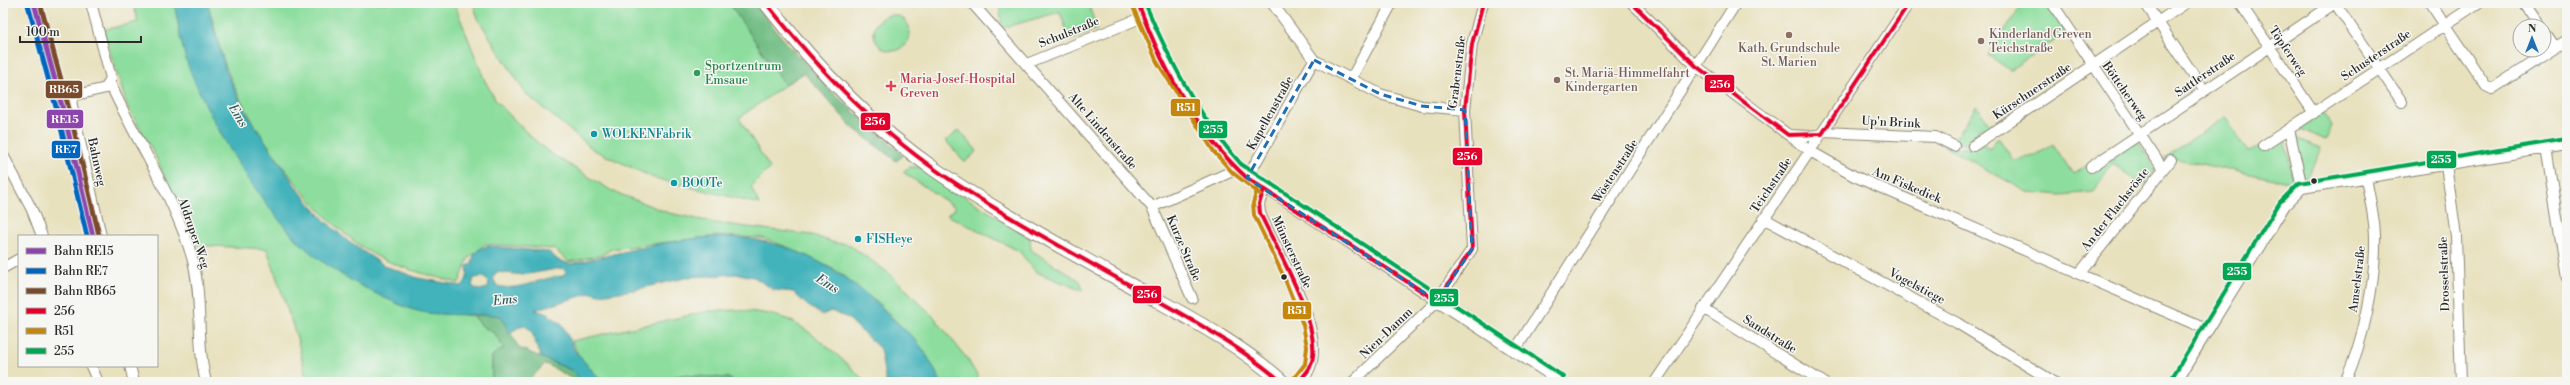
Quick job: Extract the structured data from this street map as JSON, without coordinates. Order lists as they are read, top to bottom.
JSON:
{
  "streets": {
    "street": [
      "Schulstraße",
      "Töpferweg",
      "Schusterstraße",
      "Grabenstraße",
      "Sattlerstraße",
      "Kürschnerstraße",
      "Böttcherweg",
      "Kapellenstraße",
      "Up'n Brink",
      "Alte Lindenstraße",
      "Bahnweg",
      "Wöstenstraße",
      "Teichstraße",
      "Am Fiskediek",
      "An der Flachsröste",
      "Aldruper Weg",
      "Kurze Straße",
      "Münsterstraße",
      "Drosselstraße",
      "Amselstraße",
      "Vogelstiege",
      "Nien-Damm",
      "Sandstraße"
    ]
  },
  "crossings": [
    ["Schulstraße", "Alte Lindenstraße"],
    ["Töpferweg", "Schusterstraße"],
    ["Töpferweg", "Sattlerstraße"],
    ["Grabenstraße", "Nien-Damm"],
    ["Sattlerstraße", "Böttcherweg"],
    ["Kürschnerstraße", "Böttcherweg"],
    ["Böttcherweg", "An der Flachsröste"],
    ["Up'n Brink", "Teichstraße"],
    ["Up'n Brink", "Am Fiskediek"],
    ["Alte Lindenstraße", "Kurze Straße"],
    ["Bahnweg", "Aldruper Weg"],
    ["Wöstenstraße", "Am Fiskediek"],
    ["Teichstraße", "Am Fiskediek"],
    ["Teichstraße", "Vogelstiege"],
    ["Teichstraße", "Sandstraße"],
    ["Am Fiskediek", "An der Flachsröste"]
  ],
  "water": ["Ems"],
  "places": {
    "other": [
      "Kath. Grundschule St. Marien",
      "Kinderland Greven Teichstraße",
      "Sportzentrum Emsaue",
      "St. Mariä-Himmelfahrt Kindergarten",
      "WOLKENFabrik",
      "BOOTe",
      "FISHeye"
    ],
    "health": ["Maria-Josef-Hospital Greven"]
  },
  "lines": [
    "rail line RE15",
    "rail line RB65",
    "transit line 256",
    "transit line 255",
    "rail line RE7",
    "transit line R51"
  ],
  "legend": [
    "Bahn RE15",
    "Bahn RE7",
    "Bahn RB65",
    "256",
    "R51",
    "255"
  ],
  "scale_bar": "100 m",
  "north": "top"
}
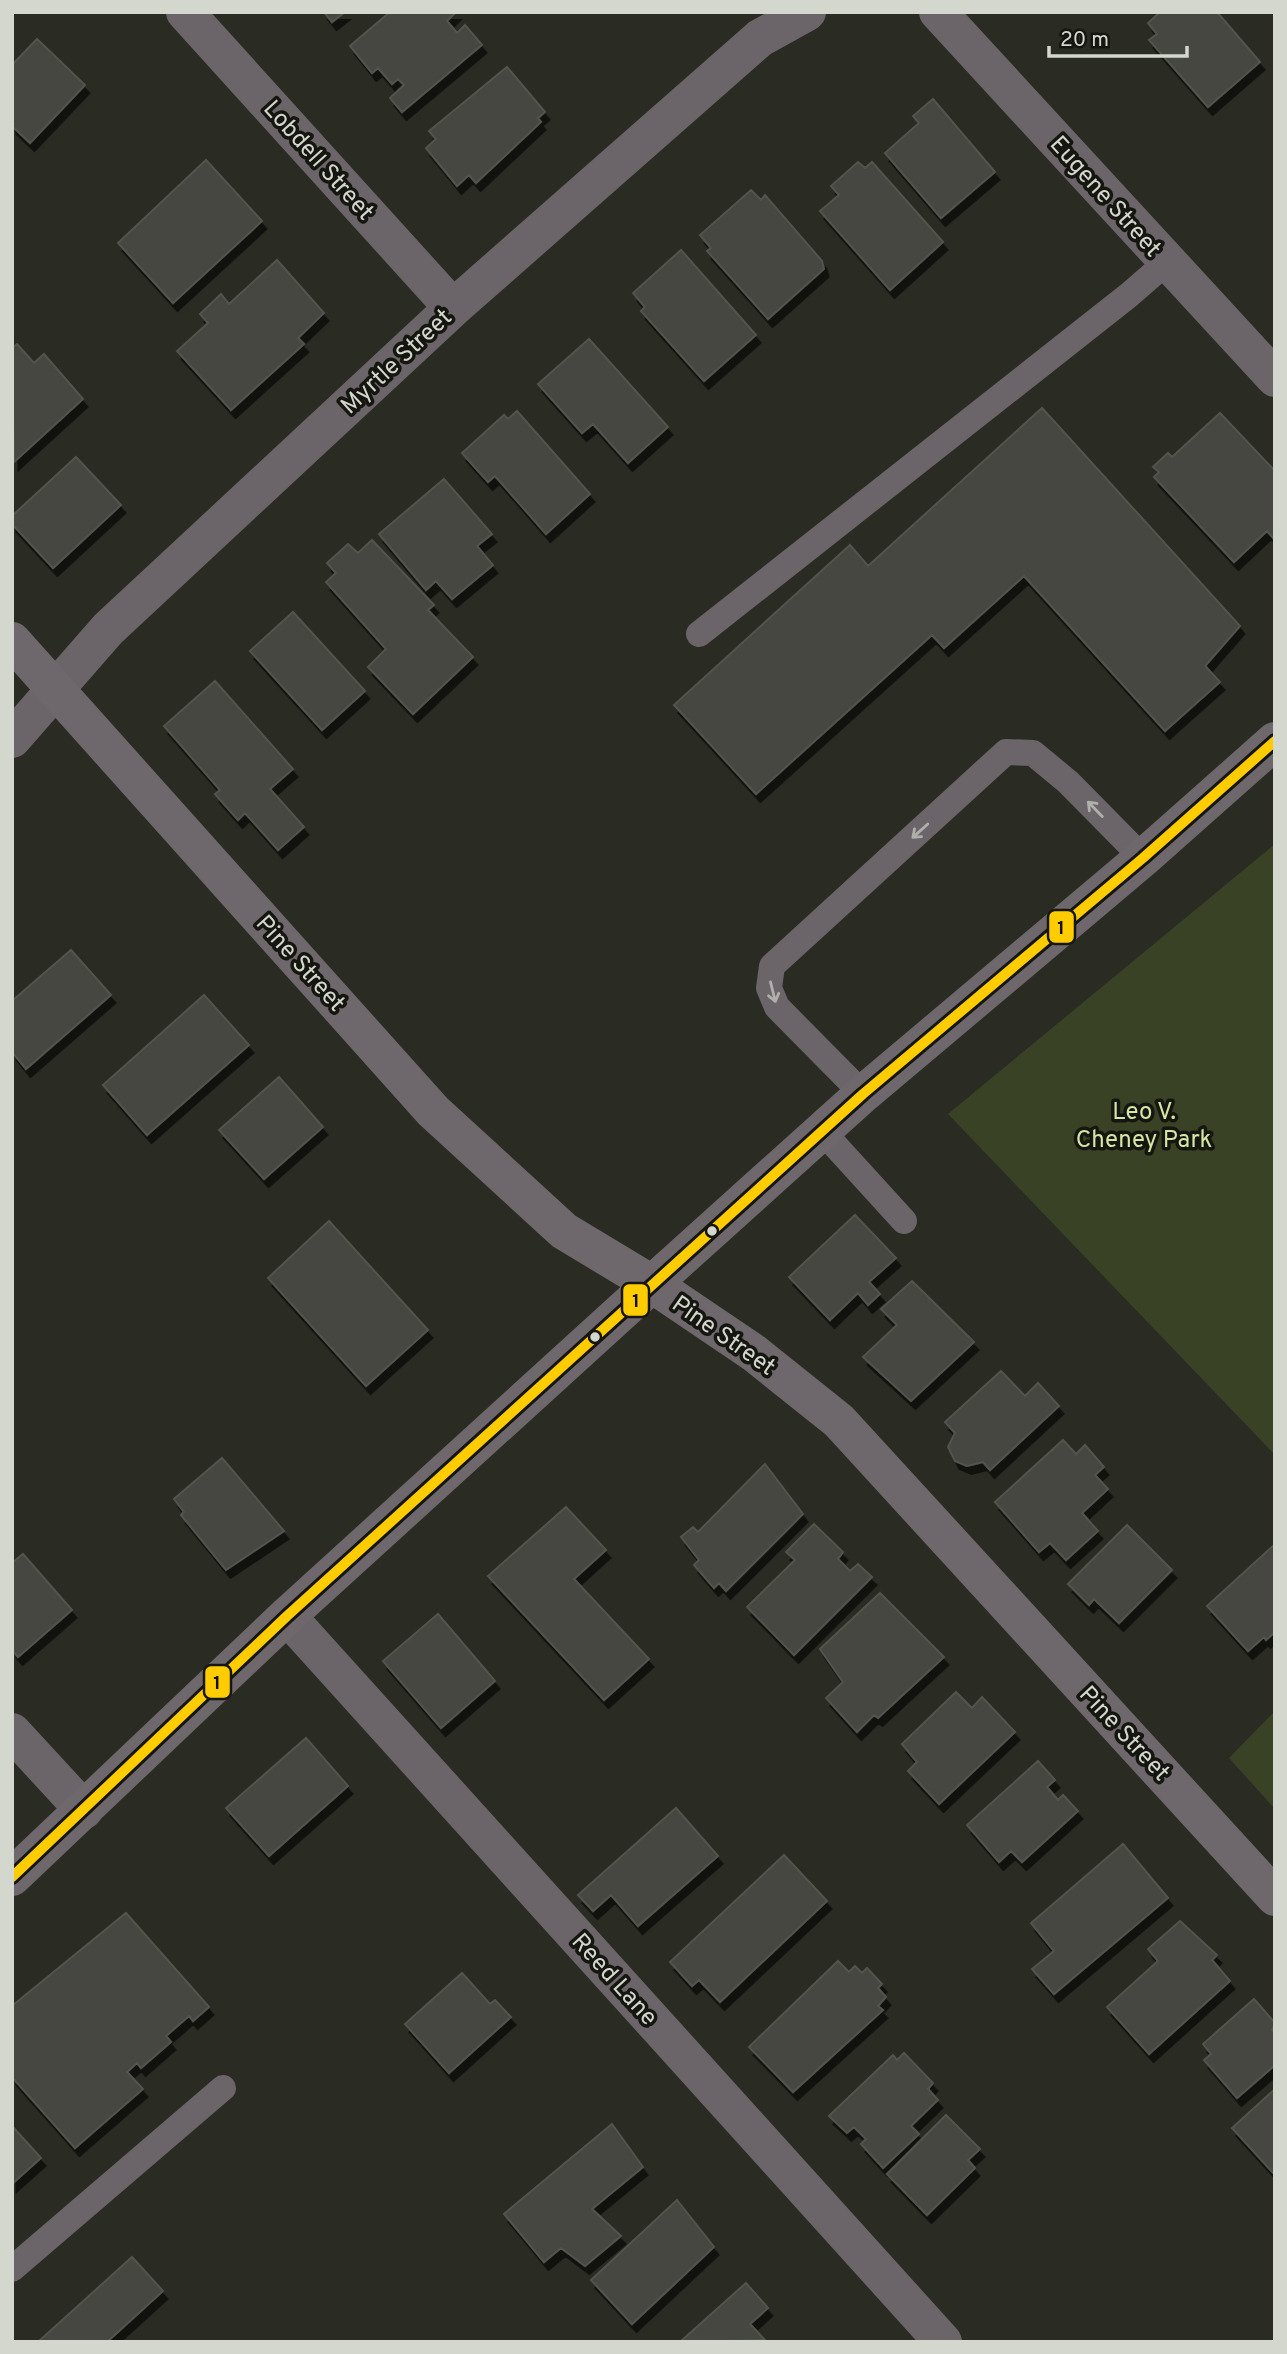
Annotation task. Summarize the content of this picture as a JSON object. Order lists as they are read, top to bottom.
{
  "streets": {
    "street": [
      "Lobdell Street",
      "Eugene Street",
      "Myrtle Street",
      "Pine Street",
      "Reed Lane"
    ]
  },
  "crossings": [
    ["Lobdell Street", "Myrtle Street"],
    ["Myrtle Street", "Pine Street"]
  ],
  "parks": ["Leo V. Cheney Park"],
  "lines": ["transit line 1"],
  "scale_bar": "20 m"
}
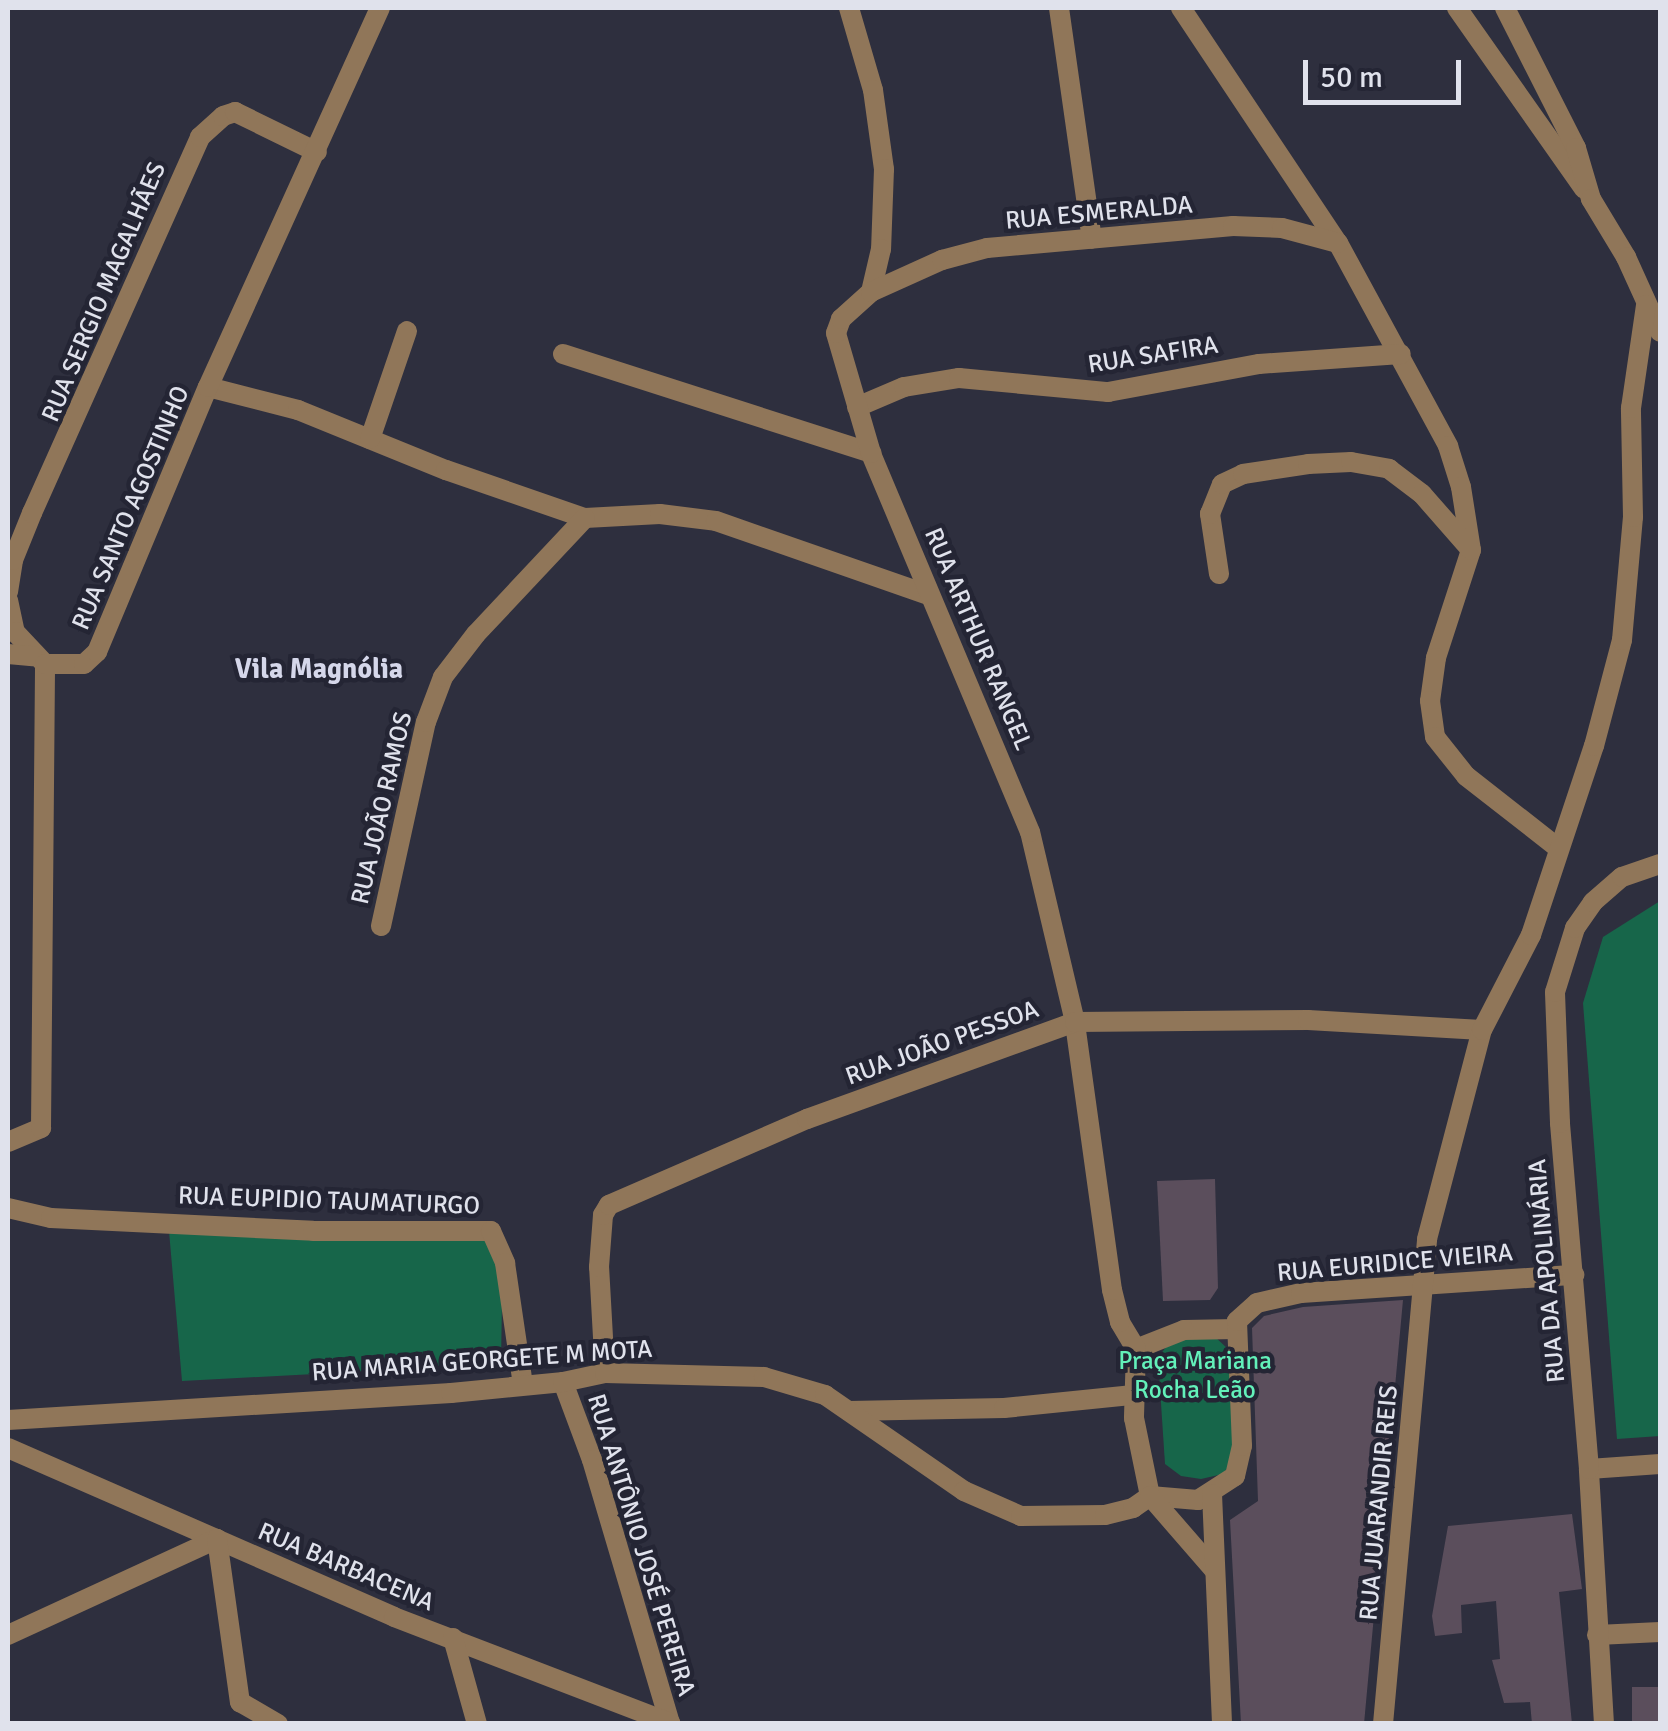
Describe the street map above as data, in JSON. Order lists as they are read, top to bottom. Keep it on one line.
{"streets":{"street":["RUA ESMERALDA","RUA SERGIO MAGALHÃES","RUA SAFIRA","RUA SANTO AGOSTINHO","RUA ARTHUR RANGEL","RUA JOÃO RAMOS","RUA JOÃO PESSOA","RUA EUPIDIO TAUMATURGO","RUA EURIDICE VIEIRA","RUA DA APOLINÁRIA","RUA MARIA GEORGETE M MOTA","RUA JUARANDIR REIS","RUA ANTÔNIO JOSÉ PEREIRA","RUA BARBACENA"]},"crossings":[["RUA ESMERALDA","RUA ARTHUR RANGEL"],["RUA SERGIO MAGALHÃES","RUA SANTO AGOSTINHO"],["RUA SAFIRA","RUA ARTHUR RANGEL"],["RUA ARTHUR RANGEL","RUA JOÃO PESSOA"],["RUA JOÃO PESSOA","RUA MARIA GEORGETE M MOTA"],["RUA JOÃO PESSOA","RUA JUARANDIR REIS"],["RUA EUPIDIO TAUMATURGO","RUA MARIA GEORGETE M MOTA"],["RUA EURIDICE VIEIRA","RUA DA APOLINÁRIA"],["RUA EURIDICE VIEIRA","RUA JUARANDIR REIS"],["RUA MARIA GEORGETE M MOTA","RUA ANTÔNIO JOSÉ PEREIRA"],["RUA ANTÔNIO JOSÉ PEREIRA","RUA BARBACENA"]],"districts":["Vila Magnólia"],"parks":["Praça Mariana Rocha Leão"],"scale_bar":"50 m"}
#####
» **Problem statement**:
Among the lines above, return those that hold the word "Lindenstraße".

» **Written answer**:
      "Alte Lindenstraße",
    ["Schulstraße", "Alte Lindenstraße"],
    ["Alte Lindenstraße", "Kurze Straße"],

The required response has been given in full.